## Your objective
Examine each line of the data, and copy the ones containing "MATCHETT".

## Input material

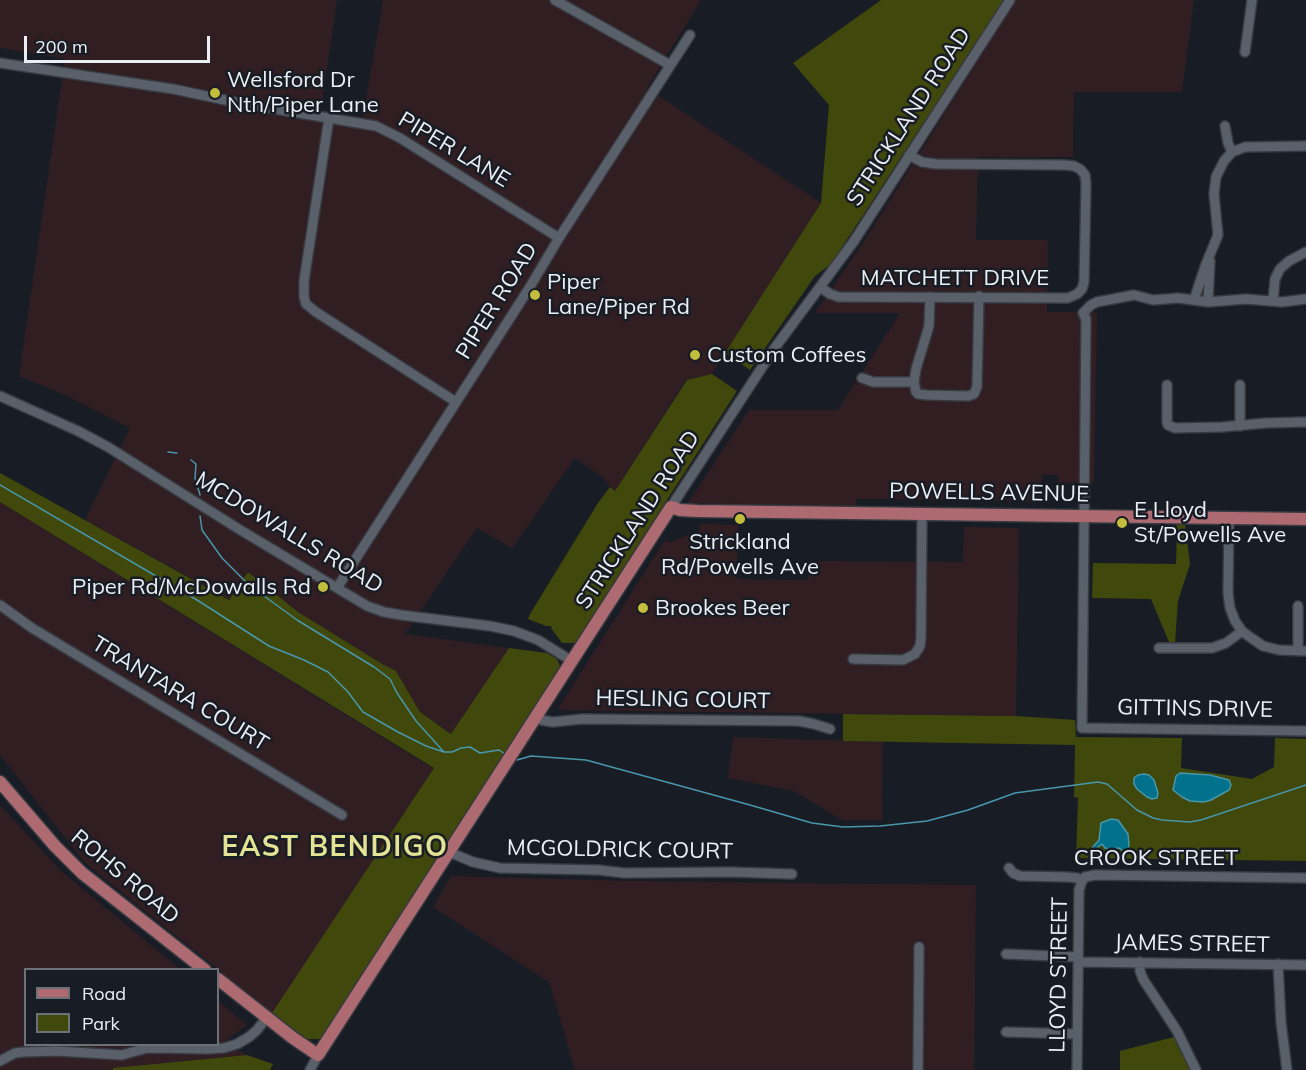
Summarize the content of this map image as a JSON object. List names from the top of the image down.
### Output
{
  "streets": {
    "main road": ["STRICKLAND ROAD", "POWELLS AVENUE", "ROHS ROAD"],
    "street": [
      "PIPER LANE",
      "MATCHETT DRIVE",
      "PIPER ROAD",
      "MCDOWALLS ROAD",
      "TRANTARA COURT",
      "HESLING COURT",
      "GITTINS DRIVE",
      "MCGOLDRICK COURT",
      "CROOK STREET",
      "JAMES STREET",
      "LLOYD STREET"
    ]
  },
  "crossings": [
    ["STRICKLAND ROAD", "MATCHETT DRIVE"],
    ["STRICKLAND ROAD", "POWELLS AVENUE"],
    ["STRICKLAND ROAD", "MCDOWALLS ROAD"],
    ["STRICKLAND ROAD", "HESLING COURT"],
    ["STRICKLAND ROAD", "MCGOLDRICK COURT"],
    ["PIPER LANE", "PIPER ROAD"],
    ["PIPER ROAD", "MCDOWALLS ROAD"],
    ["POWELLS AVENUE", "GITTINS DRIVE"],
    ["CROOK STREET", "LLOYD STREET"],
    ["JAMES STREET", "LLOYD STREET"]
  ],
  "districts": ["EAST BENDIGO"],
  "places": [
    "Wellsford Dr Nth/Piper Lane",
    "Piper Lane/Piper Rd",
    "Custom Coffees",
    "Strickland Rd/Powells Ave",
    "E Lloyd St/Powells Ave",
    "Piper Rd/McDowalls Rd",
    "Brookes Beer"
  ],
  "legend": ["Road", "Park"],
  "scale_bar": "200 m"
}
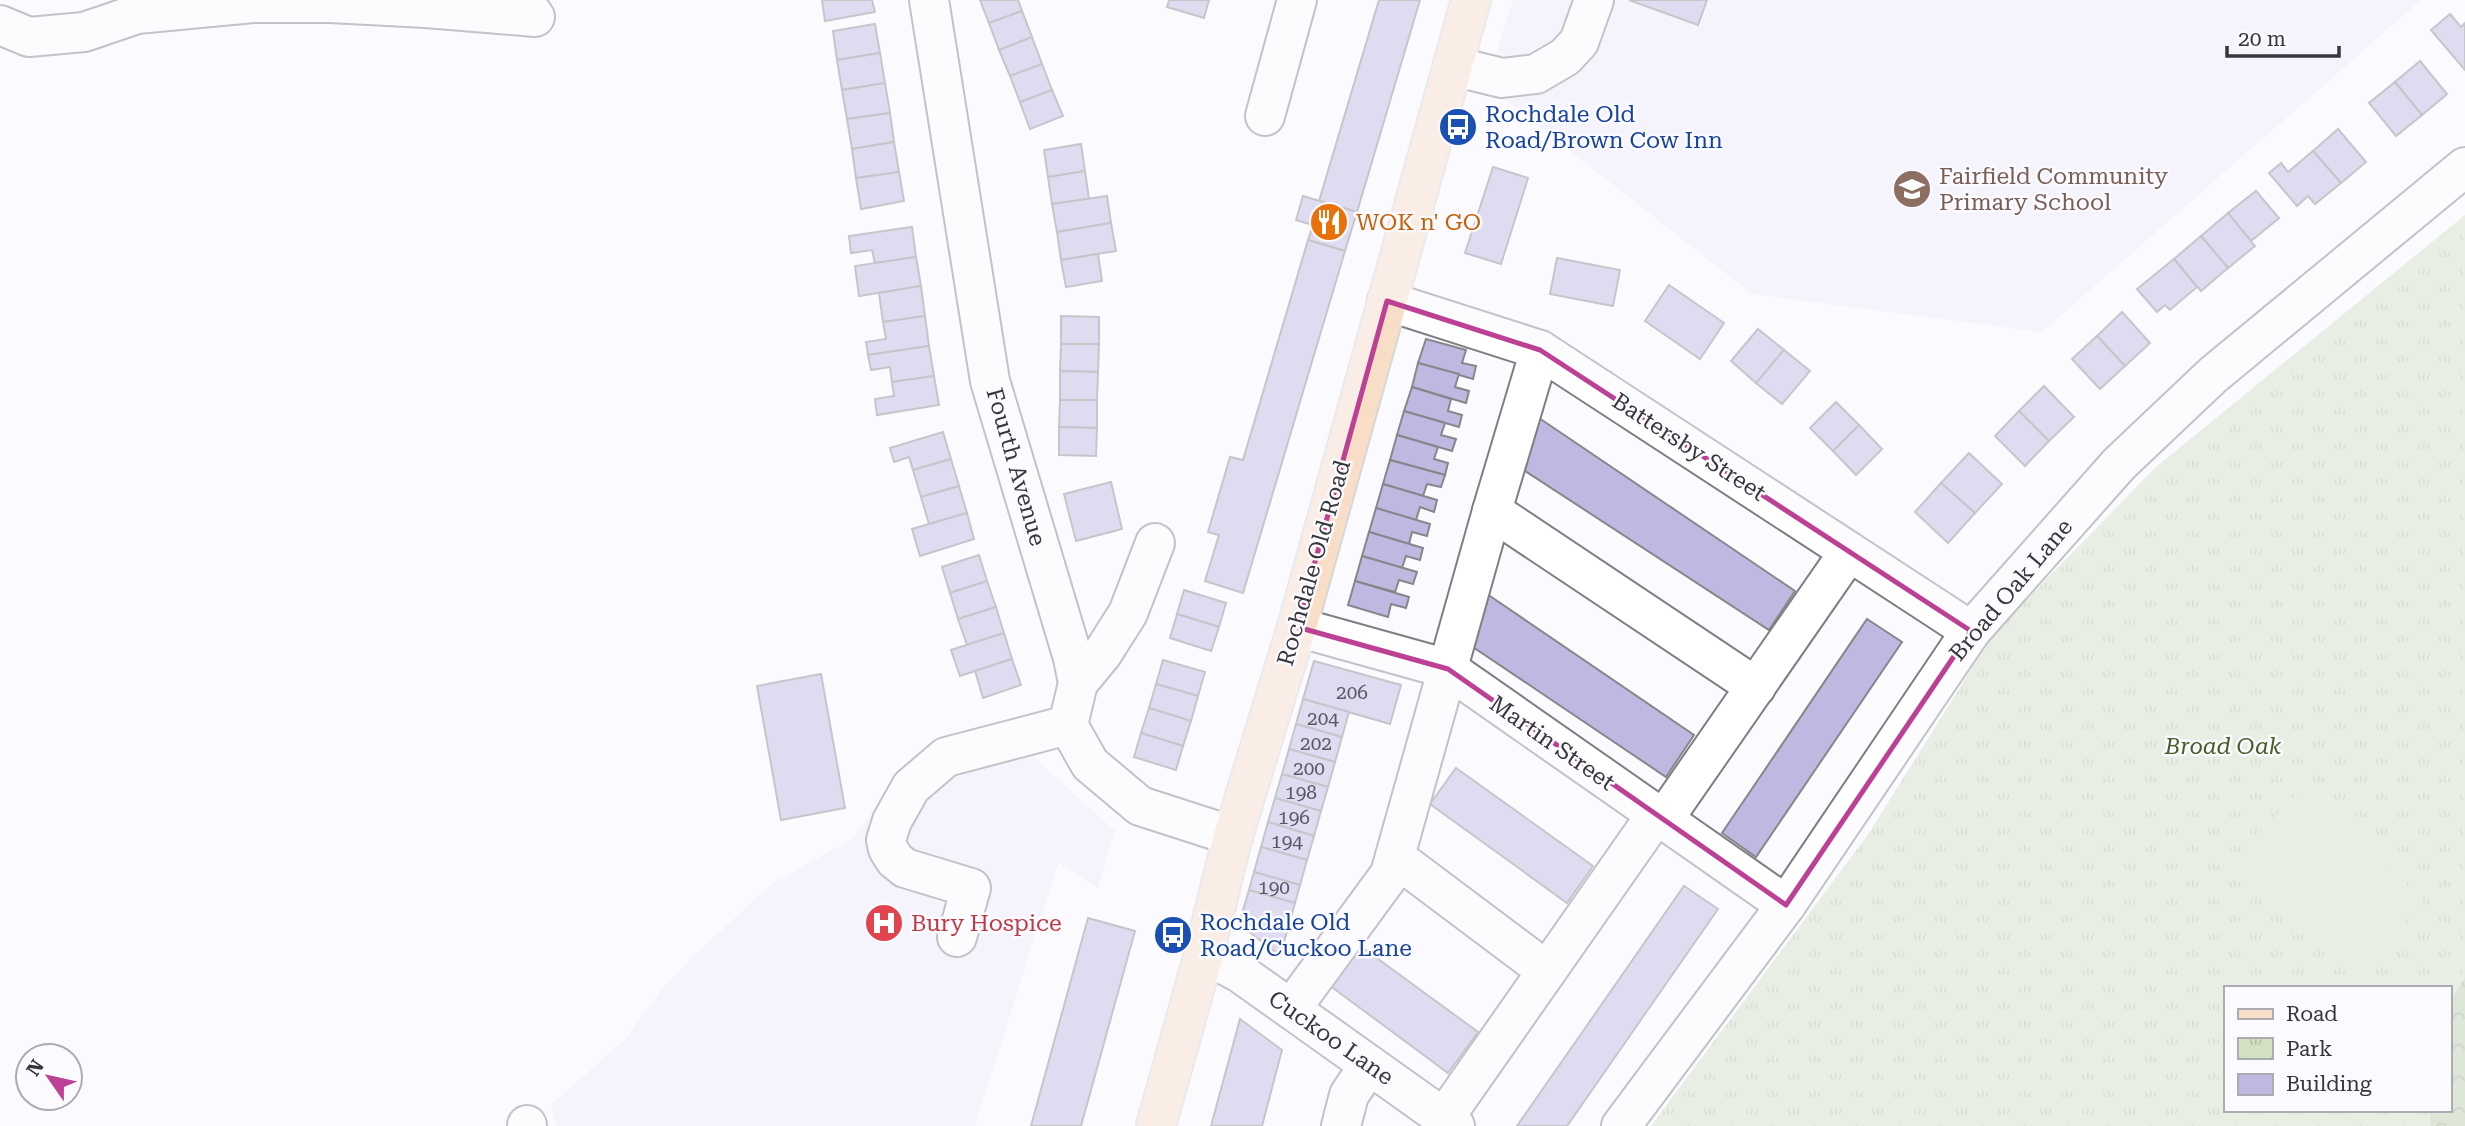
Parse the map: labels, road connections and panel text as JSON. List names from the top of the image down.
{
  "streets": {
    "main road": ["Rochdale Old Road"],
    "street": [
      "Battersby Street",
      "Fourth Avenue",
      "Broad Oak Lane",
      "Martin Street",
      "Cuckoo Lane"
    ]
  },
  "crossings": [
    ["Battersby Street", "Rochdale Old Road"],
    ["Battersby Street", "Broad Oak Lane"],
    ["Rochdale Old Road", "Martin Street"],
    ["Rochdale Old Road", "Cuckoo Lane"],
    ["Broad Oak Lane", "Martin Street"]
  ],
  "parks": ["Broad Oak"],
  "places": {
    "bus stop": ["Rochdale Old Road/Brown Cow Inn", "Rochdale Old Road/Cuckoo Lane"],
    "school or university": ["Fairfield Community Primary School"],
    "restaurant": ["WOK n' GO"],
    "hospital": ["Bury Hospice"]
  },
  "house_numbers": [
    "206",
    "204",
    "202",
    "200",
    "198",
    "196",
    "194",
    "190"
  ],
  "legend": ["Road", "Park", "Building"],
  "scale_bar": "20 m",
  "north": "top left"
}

## Reply to the task
      "MATCHETT DRIVE",
    ["STRICKLAND ROAD", "MATCHETT DRIVE"],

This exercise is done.